▶ **Assignment**:
The lines from the start of the data through the line containing "position:relative; flex:1; overflow:hidden" are to be reproduced exactly, both ends included.

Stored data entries
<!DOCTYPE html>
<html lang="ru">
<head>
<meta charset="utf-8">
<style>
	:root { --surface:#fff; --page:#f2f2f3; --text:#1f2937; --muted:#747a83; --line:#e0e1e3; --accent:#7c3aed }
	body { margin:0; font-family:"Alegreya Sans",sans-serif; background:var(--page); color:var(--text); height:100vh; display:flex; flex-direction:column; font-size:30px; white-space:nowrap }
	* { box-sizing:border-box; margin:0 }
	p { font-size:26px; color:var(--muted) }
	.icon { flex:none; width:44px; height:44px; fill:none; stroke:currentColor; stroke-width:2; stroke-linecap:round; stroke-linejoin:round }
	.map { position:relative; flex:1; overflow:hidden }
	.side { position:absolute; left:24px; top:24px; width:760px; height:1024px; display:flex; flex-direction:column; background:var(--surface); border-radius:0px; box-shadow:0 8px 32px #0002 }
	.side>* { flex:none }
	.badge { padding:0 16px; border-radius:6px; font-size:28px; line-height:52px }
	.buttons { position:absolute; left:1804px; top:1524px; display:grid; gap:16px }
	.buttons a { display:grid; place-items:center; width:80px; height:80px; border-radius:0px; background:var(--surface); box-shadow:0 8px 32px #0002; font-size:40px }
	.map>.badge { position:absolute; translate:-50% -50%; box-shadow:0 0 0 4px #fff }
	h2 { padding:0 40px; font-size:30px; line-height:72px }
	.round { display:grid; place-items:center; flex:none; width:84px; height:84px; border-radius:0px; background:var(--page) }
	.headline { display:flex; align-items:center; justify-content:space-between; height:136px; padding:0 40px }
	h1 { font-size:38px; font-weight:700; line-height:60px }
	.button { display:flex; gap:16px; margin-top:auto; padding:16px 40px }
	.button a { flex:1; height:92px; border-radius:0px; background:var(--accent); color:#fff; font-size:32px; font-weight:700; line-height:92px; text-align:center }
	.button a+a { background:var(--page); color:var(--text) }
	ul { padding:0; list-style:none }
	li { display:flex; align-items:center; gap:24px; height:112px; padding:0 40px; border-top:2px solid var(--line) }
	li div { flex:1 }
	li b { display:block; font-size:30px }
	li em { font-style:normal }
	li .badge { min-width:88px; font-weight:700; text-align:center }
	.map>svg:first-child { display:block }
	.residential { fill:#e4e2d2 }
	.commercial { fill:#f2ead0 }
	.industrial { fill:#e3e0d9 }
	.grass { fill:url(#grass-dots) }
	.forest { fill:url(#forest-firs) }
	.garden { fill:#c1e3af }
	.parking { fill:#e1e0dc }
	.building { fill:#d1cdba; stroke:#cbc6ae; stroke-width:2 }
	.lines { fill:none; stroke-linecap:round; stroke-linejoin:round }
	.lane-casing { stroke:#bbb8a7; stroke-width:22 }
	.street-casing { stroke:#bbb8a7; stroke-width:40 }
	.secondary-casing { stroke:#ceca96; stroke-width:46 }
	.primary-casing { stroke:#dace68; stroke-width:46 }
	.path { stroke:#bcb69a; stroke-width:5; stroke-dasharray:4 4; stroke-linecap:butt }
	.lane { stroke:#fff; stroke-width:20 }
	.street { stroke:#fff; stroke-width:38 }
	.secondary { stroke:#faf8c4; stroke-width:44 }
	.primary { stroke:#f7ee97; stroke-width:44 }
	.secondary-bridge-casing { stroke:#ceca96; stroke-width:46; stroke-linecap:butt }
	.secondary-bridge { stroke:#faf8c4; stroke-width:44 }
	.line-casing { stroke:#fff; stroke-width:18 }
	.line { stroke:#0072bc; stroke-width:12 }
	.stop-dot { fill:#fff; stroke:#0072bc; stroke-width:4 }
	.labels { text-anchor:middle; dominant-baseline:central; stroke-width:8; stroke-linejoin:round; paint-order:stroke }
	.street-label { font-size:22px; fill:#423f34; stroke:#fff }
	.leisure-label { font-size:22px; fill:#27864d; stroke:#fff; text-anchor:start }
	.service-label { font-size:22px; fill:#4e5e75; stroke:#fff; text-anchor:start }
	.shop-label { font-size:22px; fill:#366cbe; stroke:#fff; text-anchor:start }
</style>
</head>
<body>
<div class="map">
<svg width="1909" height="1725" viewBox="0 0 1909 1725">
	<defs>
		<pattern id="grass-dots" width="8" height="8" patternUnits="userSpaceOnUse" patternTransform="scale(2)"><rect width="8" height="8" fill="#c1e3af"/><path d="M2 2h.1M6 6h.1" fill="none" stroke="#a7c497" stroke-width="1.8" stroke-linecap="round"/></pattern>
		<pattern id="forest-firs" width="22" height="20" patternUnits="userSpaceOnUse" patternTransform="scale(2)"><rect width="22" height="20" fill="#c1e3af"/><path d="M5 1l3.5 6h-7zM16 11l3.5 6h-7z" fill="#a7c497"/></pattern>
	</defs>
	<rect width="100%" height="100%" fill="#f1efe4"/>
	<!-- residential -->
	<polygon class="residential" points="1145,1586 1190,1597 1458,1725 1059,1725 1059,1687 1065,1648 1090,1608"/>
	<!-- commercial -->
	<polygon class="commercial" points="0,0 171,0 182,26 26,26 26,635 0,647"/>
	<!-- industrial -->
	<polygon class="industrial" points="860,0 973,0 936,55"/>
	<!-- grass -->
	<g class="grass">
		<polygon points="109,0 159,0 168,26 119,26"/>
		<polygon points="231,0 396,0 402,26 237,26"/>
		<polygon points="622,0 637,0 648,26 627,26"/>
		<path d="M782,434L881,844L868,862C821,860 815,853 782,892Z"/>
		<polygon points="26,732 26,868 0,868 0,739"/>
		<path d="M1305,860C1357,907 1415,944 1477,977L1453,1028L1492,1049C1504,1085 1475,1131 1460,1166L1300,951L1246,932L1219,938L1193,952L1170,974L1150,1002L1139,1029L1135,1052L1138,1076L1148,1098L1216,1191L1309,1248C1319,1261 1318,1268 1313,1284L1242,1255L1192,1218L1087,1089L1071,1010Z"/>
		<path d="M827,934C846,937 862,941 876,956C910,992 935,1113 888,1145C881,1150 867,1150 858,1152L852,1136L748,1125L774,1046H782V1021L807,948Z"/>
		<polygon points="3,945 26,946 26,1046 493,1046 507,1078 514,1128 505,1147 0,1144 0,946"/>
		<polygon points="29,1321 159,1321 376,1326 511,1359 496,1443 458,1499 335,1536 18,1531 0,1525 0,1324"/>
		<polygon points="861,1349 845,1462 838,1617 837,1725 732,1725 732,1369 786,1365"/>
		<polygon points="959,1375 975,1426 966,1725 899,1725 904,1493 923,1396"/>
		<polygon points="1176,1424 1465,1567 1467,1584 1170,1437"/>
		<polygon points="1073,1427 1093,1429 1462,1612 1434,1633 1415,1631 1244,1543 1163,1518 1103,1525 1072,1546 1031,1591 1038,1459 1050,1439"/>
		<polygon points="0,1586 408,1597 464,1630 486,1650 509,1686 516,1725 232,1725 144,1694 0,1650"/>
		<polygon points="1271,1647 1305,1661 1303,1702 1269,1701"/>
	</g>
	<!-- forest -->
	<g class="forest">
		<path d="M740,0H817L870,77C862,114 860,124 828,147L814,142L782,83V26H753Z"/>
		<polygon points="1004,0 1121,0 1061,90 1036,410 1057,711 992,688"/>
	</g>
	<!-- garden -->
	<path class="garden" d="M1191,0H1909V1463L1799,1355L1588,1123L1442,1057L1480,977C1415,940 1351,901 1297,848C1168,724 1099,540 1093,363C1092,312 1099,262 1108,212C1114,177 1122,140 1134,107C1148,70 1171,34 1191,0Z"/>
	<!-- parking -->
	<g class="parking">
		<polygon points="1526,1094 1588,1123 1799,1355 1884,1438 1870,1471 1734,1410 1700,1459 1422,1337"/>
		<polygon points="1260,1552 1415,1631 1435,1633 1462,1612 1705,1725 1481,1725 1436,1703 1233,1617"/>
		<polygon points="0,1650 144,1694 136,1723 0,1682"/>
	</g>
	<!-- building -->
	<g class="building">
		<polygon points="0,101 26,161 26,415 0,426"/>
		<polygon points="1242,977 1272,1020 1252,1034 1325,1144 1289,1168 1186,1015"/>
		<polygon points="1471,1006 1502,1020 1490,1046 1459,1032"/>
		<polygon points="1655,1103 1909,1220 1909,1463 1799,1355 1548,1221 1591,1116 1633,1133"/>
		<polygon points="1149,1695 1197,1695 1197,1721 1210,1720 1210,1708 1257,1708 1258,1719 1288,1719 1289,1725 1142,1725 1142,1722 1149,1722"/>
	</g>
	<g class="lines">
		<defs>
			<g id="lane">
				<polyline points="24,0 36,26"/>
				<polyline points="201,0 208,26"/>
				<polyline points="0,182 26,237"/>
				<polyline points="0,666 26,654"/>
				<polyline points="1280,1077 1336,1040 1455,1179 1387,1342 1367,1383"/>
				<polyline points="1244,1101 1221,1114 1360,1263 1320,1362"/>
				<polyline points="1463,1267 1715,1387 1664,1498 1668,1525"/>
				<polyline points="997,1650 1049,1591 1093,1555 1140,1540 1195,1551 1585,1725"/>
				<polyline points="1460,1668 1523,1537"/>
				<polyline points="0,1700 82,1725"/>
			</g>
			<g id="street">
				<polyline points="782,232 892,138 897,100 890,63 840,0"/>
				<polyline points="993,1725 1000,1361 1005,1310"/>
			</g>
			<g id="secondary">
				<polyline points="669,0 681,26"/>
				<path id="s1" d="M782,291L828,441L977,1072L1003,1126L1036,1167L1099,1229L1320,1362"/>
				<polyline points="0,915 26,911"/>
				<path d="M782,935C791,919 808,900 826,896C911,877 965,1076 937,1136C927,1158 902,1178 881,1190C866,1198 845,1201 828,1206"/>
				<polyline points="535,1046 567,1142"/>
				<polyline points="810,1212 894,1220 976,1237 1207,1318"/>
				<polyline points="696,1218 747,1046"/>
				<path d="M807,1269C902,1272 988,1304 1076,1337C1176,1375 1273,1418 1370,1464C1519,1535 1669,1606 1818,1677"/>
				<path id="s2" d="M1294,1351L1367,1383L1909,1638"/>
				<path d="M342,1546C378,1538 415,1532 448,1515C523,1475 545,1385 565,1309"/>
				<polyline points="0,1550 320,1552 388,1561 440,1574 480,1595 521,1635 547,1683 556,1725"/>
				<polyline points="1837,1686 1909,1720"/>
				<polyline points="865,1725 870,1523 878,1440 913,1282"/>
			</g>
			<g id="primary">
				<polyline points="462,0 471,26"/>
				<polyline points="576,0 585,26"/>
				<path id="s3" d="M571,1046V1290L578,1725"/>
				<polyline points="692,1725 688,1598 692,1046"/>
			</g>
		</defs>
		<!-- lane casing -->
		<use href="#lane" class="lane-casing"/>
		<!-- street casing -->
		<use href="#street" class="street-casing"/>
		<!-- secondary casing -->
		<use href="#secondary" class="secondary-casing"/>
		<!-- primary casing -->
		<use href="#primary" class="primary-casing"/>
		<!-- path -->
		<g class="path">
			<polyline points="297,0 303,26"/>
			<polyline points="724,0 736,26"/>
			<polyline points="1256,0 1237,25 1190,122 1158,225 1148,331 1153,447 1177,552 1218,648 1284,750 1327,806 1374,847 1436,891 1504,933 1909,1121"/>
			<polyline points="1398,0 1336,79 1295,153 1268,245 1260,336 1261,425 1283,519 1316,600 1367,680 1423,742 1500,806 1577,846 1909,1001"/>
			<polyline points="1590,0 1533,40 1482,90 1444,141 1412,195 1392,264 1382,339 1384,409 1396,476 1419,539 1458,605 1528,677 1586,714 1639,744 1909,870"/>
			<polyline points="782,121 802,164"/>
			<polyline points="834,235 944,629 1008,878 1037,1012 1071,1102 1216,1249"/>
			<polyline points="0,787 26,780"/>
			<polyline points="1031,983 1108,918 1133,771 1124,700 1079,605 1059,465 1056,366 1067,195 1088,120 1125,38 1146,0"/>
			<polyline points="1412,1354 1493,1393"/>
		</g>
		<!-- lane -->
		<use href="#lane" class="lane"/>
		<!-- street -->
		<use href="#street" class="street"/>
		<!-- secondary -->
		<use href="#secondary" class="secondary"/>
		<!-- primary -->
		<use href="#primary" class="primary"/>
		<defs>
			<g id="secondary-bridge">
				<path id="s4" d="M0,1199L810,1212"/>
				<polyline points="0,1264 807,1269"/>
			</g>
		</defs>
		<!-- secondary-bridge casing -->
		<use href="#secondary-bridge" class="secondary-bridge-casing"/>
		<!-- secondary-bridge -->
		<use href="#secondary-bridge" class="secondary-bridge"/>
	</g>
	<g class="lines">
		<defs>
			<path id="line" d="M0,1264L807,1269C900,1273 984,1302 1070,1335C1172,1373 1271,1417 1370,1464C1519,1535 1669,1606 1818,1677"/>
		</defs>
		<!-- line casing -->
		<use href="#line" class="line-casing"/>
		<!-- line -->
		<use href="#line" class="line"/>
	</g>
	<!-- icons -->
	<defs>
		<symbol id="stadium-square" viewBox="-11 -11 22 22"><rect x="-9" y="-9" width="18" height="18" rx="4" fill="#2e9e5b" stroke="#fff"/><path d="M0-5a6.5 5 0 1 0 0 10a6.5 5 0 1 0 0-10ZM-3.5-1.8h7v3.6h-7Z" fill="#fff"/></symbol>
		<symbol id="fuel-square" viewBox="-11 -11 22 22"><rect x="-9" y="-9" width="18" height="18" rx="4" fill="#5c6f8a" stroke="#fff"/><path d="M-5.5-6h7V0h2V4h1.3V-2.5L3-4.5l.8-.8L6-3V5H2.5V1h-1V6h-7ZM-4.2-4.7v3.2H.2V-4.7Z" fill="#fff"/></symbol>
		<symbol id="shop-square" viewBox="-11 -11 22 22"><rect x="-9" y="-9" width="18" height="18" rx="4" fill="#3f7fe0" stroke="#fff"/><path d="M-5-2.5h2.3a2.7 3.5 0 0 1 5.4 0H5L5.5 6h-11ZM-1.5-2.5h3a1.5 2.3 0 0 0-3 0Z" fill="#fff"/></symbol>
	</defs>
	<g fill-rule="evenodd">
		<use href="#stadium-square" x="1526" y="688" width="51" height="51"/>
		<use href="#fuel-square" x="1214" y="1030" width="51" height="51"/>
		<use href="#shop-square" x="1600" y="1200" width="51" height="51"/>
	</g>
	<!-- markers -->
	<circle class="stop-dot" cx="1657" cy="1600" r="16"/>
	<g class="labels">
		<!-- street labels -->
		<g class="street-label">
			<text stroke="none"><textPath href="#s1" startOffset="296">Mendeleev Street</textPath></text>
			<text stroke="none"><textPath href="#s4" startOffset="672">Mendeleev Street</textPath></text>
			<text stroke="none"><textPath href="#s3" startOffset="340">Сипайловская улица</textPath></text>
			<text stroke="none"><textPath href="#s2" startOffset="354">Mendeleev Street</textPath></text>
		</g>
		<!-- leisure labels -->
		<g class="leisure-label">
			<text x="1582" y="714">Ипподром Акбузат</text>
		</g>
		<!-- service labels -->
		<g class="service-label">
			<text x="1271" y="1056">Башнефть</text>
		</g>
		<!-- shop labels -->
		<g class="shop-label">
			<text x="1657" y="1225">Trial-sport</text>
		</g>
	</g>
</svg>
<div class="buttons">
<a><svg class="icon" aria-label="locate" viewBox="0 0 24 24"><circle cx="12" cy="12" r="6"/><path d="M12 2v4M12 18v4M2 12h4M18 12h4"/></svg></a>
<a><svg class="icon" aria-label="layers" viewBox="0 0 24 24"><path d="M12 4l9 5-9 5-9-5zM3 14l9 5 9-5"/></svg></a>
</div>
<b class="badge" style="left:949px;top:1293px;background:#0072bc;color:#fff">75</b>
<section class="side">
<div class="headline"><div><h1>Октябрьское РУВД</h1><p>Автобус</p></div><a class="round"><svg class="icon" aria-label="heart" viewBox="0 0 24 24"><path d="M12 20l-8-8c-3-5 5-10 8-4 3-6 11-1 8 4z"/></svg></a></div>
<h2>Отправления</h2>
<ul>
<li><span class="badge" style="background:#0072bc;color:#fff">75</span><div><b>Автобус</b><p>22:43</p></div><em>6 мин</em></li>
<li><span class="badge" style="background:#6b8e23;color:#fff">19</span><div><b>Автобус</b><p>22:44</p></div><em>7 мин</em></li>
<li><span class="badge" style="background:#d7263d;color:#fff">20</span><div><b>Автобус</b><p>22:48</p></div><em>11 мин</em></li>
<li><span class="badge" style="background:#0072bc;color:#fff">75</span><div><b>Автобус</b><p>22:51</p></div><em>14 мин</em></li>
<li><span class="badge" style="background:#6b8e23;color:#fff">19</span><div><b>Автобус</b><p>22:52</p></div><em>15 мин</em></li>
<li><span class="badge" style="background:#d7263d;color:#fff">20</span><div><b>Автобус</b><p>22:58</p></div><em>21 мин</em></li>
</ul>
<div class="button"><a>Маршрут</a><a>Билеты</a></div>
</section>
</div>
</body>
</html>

▶ **Answer box**:
<!DOCTYPE html>
<html lang="ru">
<head>
<meta charset="utf-8">
<style>
	:root { --surface:#fff; --page:#f2f2f3; --text:#1f2937; --muted:#747a83; --line:#e0e1e3; --accent:#7c3aed }
	body { margin:0; font-family:"Alegreya Sans",sans-serif; background:var(--page); color:var(--text); height:100vh; display:flex; flex-direction:column; font-size:30px; white-space:nowrap }
	* { box-sizing:border-box; margin:0 }
	p { font-size:26px; color:var(--muted) }
	.icon { flex:none; width:44px; height:44px; fill:none; stroke:currentColor; stroke-width:2; stroke-linecap:round; stroke-linejoin:round }
	.map { position:relative; flex:1; overflow:hidden }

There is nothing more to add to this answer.